# WORK INSTRUCTIONS
Set down a precise copy of the whole listing.
----
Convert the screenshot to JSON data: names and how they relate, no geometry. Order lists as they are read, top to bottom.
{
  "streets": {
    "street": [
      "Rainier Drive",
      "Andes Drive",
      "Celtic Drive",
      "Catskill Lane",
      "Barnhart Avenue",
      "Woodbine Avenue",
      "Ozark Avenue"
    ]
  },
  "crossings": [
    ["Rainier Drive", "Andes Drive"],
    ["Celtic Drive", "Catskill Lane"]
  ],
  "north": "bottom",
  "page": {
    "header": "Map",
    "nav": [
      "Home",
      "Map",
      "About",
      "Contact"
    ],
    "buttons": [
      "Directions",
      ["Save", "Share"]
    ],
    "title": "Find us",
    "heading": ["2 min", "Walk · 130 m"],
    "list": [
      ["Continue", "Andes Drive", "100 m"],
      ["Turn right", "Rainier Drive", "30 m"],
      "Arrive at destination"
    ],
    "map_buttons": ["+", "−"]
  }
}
----
# SOLUTION
Convert the screenshot to JSON data: names and how they relate, no geometry. Order lists as they are read, top to bottom.
{
  "streets": {
    "street": [
      "Rainier Drive",
      "Andes Drive",
      "Celtic Drive",
      "Catskill Lane",
      "Barnhart Avenue",
      "Woodbine Avenue",
      "Ozark Avenue"
    ]
  },
  "crossings": [
    ["Rainier Drive", "Andes Drive"],
    ["Celtic Drive", "Catskill Lane"]
  ],
  "north": "bottom",
  "page": {
    "header": "Map",
    "nav": [
      "Home",
      "Map",
      "About",
      "Contact"
    ],
    "buttons": [
      "Directions",
      ["Save", "Share"]
    ],
    "title": "Find us",
    "heading": ["2 min", "Walk · 130 m"],
    "list": [
      ["Continue", "Andes Drive", "100 m"],
      ["Turn right", "Rainier Drive", "30 m"],
      "Arrive at destination"
    ],
    "map_buttons": ["+", "−"]
  }
}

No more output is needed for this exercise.